No acórdão da 7ª Turma do TST, proferido no processo n. TST-RR-1072-72.2011.5.02.0384, pelo Ministro relator Cláudio Brandão341 fixou-se o entendimento de “que não há necessidade de pronunciamento do plenário, em face do regramento constitucional, cuja principal indagação consiste em saber da possibilidade de percepção cumulativa dos adicionais de periculosidade e insalubri-dade, cujo direito encontra-se previsto, respectivamente, nos arts. 192 e 193, § 1º, da CLT, e também é garantido no art. 7º, XXIII, da Constituição Federal”.

Ressaltamos que este entendimento não é unânime no TST conforme demonstramos no capítulo anterior.

Antes de trazermos a baila o acórdão do TST que reconheceu a cumulatividade dos adicionais de insalubridade e periculosidade, importante destacar que o entendimento da cumulação dos adicionais, originou na sentença de primeiro grau que foi mantida no acórdão do TRT da 2ª Região e recepcionada pelo TST.

A respeitável sentença342 reconheceu a cumulatividade dos adicionais de insalubridade e periculosidade, senão vejamos:

“DO ADICIONAL DE INSALUBRIDADE. (...) Desta forma, entendo que lhe era devido o adicional de insalubridade.

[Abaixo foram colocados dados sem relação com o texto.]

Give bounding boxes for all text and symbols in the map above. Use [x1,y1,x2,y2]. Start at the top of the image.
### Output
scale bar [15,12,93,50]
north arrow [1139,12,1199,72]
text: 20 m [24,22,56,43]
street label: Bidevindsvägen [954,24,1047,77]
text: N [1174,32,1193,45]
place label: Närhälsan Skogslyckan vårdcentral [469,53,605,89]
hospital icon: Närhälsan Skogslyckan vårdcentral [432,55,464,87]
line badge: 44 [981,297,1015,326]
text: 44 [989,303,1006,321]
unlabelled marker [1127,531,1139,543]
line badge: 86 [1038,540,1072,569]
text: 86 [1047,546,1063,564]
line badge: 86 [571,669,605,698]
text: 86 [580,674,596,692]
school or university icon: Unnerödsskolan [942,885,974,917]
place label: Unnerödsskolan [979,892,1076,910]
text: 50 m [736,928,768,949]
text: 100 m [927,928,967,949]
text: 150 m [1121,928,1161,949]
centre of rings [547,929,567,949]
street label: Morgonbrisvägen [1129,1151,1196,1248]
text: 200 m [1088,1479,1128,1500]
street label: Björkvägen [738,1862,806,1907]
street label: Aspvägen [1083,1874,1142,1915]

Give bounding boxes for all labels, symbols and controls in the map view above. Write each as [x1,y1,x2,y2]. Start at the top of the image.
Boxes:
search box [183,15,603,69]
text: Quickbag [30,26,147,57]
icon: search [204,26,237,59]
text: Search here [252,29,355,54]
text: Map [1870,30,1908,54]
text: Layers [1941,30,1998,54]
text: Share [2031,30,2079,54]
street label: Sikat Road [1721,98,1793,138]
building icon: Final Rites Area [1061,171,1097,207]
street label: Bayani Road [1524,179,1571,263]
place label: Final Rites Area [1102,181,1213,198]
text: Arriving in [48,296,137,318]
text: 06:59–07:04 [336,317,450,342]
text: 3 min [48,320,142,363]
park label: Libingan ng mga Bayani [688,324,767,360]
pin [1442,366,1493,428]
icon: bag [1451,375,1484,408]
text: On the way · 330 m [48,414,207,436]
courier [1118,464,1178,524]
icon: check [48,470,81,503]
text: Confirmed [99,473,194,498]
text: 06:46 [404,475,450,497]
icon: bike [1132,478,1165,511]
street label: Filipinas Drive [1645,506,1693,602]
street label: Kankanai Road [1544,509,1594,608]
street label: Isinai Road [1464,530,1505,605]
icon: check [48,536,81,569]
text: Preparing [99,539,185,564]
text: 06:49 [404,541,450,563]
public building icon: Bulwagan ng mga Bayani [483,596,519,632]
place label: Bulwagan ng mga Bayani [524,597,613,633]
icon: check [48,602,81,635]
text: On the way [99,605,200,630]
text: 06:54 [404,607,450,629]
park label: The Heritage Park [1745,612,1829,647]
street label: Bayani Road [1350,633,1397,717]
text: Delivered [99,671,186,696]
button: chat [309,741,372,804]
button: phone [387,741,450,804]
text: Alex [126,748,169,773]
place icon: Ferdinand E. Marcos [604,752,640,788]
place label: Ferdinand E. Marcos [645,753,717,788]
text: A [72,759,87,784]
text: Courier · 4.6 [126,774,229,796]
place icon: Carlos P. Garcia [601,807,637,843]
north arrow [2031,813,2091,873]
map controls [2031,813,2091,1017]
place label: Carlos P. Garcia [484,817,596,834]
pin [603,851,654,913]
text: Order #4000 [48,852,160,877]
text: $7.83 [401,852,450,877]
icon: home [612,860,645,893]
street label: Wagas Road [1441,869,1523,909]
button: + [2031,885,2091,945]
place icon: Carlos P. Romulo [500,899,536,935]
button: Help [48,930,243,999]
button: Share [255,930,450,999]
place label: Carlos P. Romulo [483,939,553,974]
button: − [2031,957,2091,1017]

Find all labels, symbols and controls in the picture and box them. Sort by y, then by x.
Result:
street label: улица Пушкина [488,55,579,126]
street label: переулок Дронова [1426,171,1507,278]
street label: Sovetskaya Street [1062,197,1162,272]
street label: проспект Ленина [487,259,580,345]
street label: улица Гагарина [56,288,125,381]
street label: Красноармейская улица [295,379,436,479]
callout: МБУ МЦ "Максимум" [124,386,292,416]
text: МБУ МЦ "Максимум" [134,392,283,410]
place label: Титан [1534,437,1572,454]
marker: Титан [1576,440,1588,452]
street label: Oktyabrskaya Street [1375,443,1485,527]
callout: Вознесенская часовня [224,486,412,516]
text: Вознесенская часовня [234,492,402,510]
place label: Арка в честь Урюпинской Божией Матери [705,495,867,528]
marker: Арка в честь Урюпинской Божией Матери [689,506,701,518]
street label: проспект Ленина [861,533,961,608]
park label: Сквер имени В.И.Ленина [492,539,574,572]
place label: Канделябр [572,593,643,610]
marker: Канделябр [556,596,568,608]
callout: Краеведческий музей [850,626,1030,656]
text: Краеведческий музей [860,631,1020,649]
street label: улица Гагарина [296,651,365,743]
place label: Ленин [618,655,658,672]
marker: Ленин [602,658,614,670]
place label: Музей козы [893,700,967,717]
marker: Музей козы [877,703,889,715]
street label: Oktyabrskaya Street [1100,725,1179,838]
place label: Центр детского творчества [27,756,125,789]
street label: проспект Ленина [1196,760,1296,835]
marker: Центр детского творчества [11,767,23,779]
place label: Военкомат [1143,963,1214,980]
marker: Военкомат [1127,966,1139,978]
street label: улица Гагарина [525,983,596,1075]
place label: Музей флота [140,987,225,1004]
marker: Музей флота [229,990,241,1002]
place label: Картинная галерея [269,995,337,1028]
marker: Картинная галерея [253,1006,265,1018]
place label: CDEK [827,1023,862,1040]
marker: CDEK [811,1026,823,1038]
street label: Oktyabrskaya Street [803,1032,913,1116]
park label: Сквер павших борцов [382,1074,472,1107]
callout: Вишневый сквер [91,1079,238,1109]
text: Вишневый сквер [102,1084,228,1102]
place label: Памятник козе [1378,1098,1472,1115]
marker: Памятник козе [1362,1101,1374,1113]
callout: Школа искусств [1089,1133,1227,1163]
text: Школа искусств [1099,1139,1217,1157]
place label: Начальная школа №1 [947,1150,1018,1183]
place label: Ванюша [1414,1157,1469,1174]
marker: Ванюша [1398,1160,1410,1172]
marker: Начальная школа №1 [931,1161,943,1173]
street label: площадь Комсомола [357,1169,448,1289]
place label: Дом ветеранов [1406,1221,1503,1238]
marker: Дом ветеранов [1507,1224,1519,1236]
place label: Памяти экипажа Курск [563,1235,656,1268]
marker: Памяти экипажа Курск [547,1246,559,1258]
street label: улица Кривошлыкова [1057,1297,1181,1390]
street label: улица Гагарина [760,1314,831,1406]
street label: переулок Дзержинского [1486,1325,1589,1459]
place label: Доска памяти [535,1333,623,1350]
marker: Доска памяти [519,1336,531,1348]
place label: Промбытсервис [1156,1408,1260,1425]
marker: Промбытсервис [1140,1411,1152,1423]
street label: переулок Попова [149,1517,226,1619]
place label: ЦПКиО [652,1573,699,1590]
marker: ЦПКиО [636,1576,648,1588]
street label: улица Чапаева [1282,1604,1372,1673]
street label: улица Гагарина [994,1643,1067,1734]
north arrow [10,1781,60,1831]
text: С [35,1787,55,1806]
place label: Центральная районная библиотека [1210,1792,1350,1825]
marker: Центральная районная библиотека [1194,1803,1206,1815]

Contudo, não recebia tal adicional. (...) Faz jus o reclamante ao recebimento do adicional de insalubridade em grau médio (20%), durante todo o contrato de trabalho, calculado sobre o salário mínimo, bem como seus reflexos em férias com 1/3, 13º salários, DSR, aviso prévio e FGTS com 40%, limitado pela prescrição reconhecida.

DO ADICIONAL DE PERICULOSIDADE (...) Desta forma, concluo pela existência de labor em condições perigosas pelo armazenamento de inflamáveis. Não recebia, contudo, tal adicional. Faz jus o reclamante ao recebimento do adicional de periculosidade, equivalente a 30% de seu salário base, durante todo o contrato de trabalho, bem como seus reflexos em férias com 1/3, 13º salários, DSR, horas extras, aviso prévio e FGTS com 40%, limitado pela prescrição reconhecida.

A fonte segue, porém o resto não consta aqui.